Genetic testing provided by the NW Genomic Laboratory Hub, as per criteria set out in the National Genomic Test Directory, gives information about the exact type of variant in the individual patient. This information was critical in helping us to identify those patients who are eligible for these life changing treatments. As the adult CF lead pharmacist, I have been responsible for checking all the genetic reports for our population to ensure they are on the most effective treatment available and rechecking eligibility for treatments as new combinations of CFTR modulators have been approved. The use of drugs informed by genomics has drastically improved the care of those with CF.

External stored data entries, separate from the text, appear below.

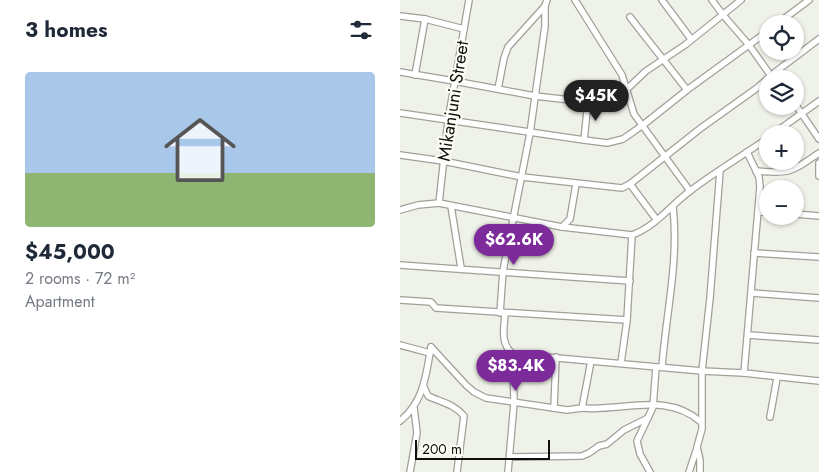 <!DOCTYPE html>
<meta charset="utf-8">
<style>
body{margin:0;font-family:Jost,sans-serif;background:#f2f2f3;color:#1f2937;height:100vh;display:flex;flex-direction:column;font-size:19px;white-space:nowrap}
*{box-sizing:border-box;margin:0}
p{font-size:16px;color:#747a83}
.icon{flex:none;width:28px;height:28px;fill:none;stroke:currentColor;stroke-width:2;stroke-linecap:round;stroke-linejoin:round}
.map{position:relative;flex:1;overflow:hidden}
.side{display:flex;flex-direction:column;background:#fff;width:400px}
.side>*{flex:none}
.tools{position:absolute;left:359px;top:15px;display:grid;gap:10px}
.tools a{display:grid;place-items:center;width:45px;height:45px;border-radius:50%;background:#fff;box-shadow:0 1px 4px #0004;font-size:25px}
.scale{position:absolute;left:15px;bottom:12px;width:135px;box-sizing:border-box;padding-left:5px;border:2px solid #0f100d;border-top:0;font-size:14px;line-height:18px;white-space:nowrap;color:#0f100d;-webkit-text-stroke:4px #fdfff7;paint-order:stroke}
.price{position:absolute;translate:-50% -42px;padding:0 11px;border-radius:18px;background:#7d2b9b;color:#fff;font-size:16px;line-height:32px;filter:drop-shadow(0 1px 2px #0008)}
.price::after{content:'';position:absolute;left:50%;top:30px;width:15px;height:11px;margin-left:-8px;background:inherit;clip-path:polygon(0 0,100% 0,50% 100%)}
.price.on{background:#222;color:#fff}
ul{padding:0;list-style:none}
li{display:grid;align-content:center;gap:10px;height:265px;padding:0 25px}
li+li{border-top:1px solid #e0e1e3}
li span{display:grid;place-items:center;height:155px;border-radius:5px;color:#555}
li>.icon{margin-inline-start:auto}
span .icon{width:90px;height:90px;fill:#fffc;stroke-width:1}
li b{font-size:21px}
h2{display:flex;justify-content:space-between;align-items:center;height:60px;padding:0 25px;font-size:21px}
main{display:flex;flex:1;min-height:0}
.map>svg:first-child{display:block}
</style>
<main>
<section class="side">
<h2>3 homes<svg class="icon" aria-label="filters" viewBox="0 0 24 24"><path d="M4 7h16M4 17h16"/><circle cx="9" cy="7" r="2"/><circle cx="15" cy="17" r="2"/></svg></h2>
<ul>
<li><span style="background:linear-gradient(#a9c7e8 65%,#8fb573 0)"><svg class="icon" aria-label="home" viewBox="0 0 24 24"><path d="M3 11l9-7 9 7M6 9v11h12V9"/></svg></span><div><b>$45,000</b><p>2 rooms · 72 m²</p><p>Apartment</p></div></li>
</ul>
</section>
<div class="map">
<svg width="419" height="472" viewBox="0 0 419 472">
<rect width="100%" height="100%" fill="#eff2e8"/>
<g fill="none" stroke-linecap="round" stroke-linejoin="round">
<defs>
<g id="minor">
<path d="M175 0 222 75 234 114 290 191"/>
<path d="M262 0 291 39"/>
<path d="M312 0 323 15 349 45 371 76"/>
<path d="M0 16 25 19 64 29"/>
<path d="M230 17C249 42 268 65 287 90"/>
<path d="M377 24 409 0"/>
<path d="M0 72 54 81 135 96 188 102H198L211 98 227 89 246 71 285 45 341 0"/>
<path d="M15 75 25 19"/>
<path d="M98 89 104 58 108 47 145 6 147 0"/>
<path d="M395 104 419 139"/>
<path d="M0 113 184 140 207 143 223 139 243 125 287 90 368 31"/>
<path d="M373 134 419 101"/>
<path d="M184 140 188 102"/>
<path d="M347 152 359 177 360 187 344 373 419 381"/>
<path d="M0 155 43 161 122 177 222 188 230 184 301 128 357 88 374 73 419 39"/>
<path d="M419 163V176"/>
<path d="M356 171C391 174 391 172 419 153"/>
<path d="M230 184 256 219"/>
<path d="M39 203 48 121 69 0"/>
<path d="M51 206 61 268"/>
<path d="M0 210 18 205 39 203 162 227 232 235C255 227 271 205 290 191 315 172 342 156 368 138"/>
<path d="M358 212H368"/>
<path d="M395 214 419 216"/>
<path d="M162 227 170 219 176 184"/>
<path d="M354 253 419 257"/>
<path d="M0 265 230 281"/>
<path d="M352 293 419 298"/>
<path d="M0 300 31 302 36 308 227 320"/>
<path d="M100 313 103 271 130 133 145 26V6"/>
<path d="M105 314C104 328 100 344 113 354L302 371 344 373"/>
<path d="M348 335 419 340"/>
<path d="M0 345 30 353"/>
<path d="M31 347 66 385 74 392 86 398 167 410 182 408 191 361"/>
<path d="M221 363 227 320 232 235"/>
<path d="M262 367C266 314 279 261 273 207"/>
<path d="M24 387 28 396C41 402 54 404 64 416L57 472"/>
<path d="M154 408 156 357"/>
<path d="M182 408C223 412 266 391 301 422"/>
<path d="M370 417 377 378"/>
<path d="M0 421C24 402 26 375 31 347"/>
<path d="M110 457 182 456 189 453 199 446 207 444 224 430 248 418"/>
<path d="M10 472 17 433 14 408"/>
<path d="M108 472 114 403 113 354"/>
<path d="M250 472 240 454 237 441 253 407 256 367"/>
<path d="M289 472 297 448"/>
<path d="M300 472V460L297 447 302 429V371L310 298 320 171"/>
</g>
</defs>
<use href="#minor" stroke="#9fa199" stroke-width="8"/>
<use href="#minor" stroke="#fff" stroke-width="5.5"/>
</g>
<g text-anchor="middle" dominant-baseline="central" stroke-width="4" stroke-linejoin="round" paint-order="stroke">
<g font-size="18" fill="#0f100d" stroke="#fdfff7">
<text transform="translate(53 101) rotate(-81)">Mikanjuni Street</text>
</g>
</g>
</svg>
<div class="tools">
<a><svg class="icon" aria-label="locate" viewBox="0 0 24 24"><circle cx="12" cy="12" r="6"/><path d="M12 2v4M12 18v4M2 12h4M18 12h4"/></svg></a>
<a><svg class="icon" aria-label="layers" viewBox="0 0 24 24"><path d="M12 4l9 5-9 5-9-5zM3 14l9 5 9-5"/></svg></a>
<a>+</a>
<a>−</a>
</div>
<div class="scale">200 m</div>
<b class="price on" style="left:196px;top:122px">$45K</b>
<b class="price" style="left:114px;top:266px">$62.6K</b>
<b class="price" style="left:116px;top:392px">$83.4K</b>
</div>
</main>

Without a doubt it has been one of the biggest steps forwards in the medical management in the history of CF, if not the biggest.

We are now looking to further incorporate genomics into our practice on the back of the success of the rollout of CFTR modulators by testing for genetic sensitivity to aminoglycoside-induced hearing loss by screening for the m.1555A>G mitochondrial mutation in our population.